So if we map our systemory concept across from person to population and we replace neurons with people then we get an inkling of how a society can have a collective memory, a collective intelligence, a collective consciousness even – a social systemory. We might call that property the culture.  We can also see that the relationships that link the people are as critical as the people themselves and that both can be imperfect yet we get stable and reliable behaviour. We can also see that influencing the relationships between people has as much effect on the system behaviour as how the people themselves perform – because the properties of the systemory are emergent. Culture is an output not an input.

So in the World – the development of global communication systems means that all 7 billion people in the global social systemory can, in principle, connect to each other and can collectively learn and change faster and faster as the technology to connect more widely and more quickly develops. The rate of culture change is no longer governed by physical constraints such as geographic location, orand temporal constraints such as how long a letter takes to be delivered.

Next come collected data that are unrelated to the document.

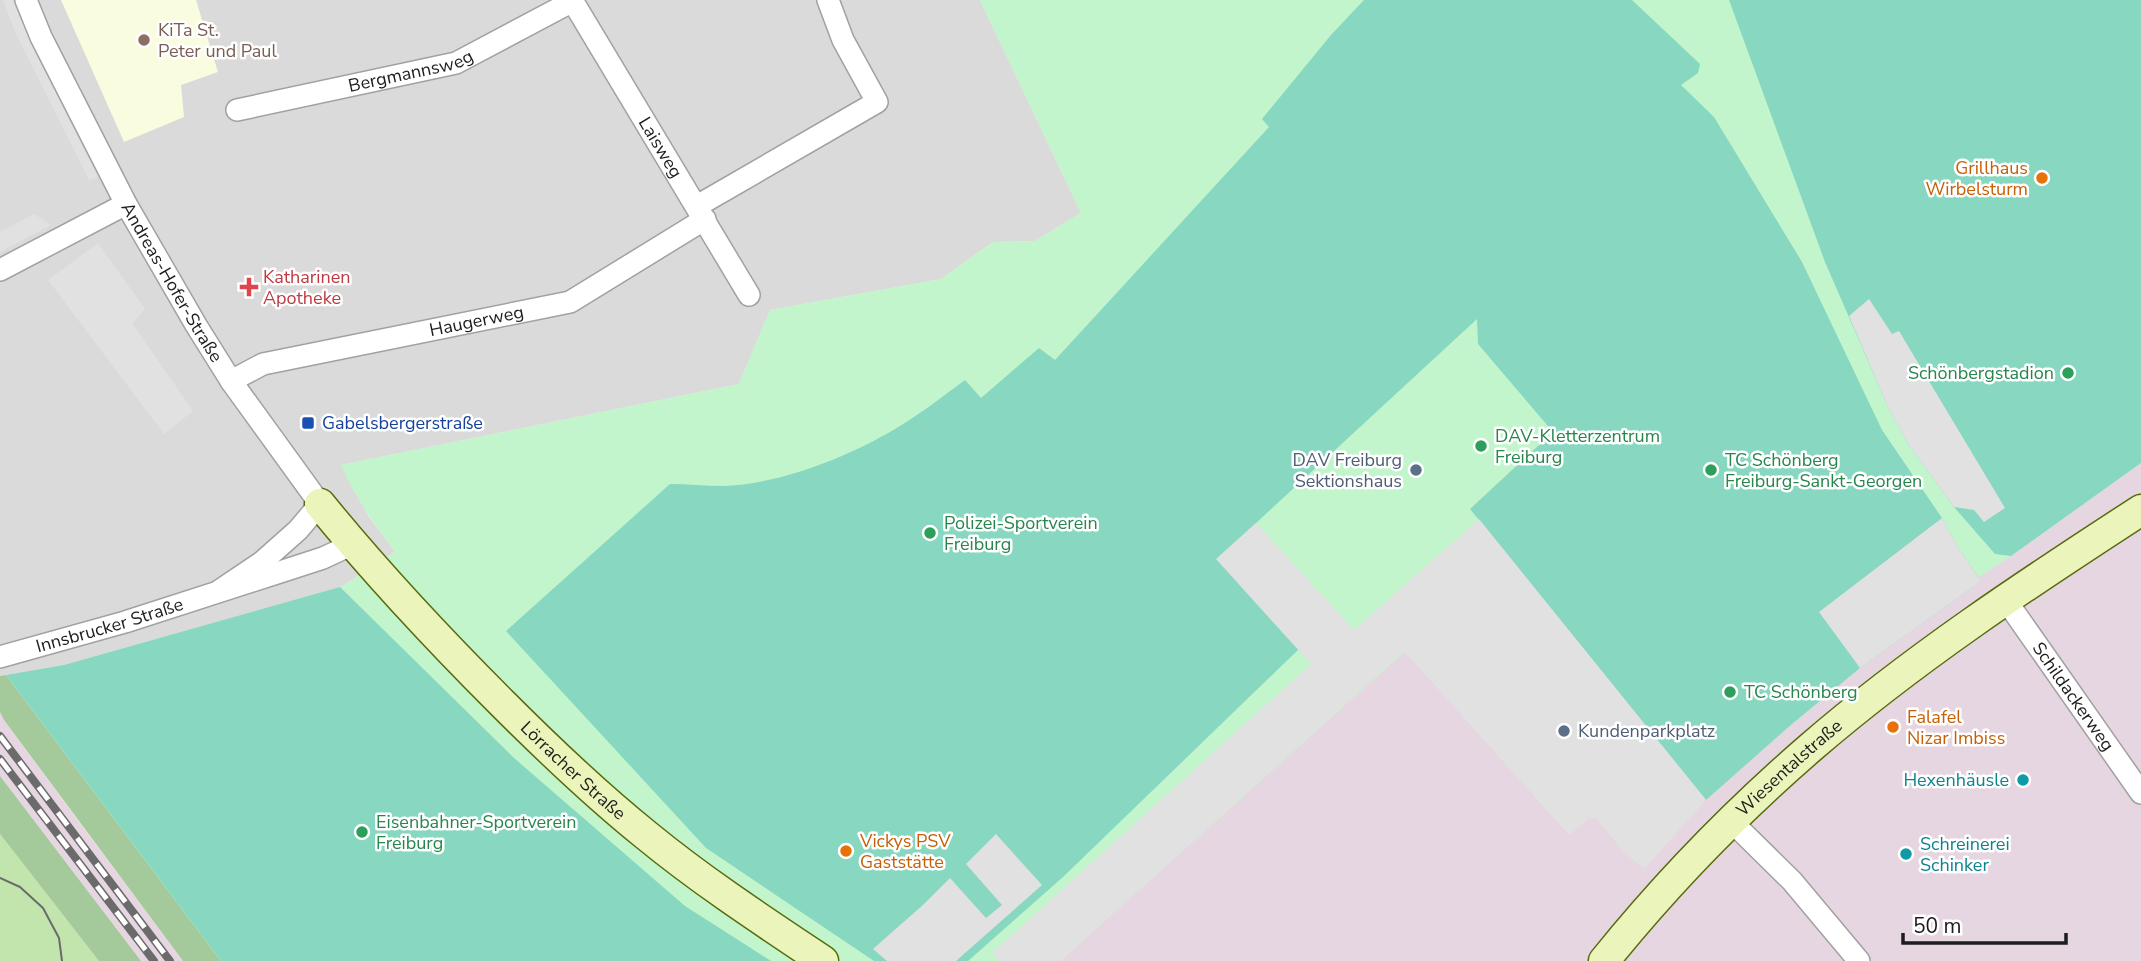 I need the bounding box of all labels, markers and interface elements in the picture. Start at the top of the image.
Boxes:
place label: KiTa St. Peter und Paul [158,18,277,63]
marker: KiTa St. Peter und Paul [136,32,152,48]
street label: Bergmannsweg [346,44,477,98]
street label: Laisweg [633,113,688,182]
place label: Grillhaus Wirbelsturm [1925,156,2028,201]
marker: Grillhaus Wirbelsturm [2034,170,2050,186]
street label: Andreas-Hofer-Straße [115,198,228,367]
place label: Katharinen Apotheke [263,265,351,310]
marker: Katharinen Apotheke [241,279,257,295]
street label: Haugerweg [427,300,526,342]
place label: Schönbergstadion [1908,361,2054,385]
marker: Schönbergstadion [2060,365,2076,381]
place label: Gabelsbergerstraße [322,411,483,435]
marker: Gabelsbergerstraße [300,415,316,431]
place label: DAV-Kletterzentrum Freiburg [1495,424,1660,469]
marker: DAV-Kletterzentrum Freiburg [1473,438,1489,454]
place label: DAV Freiburg Sektionshaus [1292,448,1402,493]
place label: TC Schönberg Freiburg-Sankt-Georgen [1725,448,1922,493]
marker: DAV Freiburg Sektionshaus [1408,462,1424,478]
marker: TC Schönberg Freiburg-Sankt-Georgen [1703,462,1719,478]
place label: Polizei-Sportverein Freiburg [944,511,1098,556]
marker: Polizei-Sportverein Freiburg [922,525,938,541]
street label: Innsbrucker Straße [33,592,186,658]
street label: Schildackerweg [2027,637,2120,756]
place label: TC Schönberg [1744,680,1858,704]
marker: TC Schönberg [1722,684,1738,700]
place label: Falafel Nizar Imbiss [1907,705,2005,750]
street label: Wiesentalstraße [1731,714,1847,822]
street label: Lörracher Straße [515,716,631,825]
place label: Kundenparkplatz [1578,719,1715,743]
marker: Falafel Nizar Imbiss [1885,719,1901,735]
marker: Kundenparkplatz [1556,723,1572,739]
place label: Hexenhäusle [1903,768,2009,792]
marker: Hexenhäusle [2015,772,2031,788]
place label: Eisenbahner-Sportverein Freiburg [376,810,576,855]
marker: Eisenbahner-Sportverein Freiburg [354,824,370,840]
place label: Vickys PSV Gaststätte [859,829,951,874]
place label: Schreinerei Schinker [1920,832,2010,877]
marker: Vickys PSV Gaststätte [838,843,854,859]
marker: Schreinerei Schinker [1898,846,1914,862]
scale bar [1903,902,2066,946]
text: 50 m [1913,912,1962,940]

Perhaps the most challenging implication is that a systemory does not have a “point of control” – there is no librarian who acts as a gatekeeper to the data bank, no guard on the data prison.  The concept of “control” in a systemory is different – it is global not local – and it is influence not control.  The rapid development of mobile communication technology and social networking gives ample evidence – we would now rather communicate with a familar on the other side of the world than with a stranger standing next to us in the lunch queue. We have become tweeting and texting daemons.  Our emotional relationships are more important than our geographical ones. And if enough people can connect to each other they can act in a collective, coordinated, adaptive and agile way that no command-and-control system can either command or control. The recent events in the Middle East are ample evidence of the emergent effectiveness of a social systemory.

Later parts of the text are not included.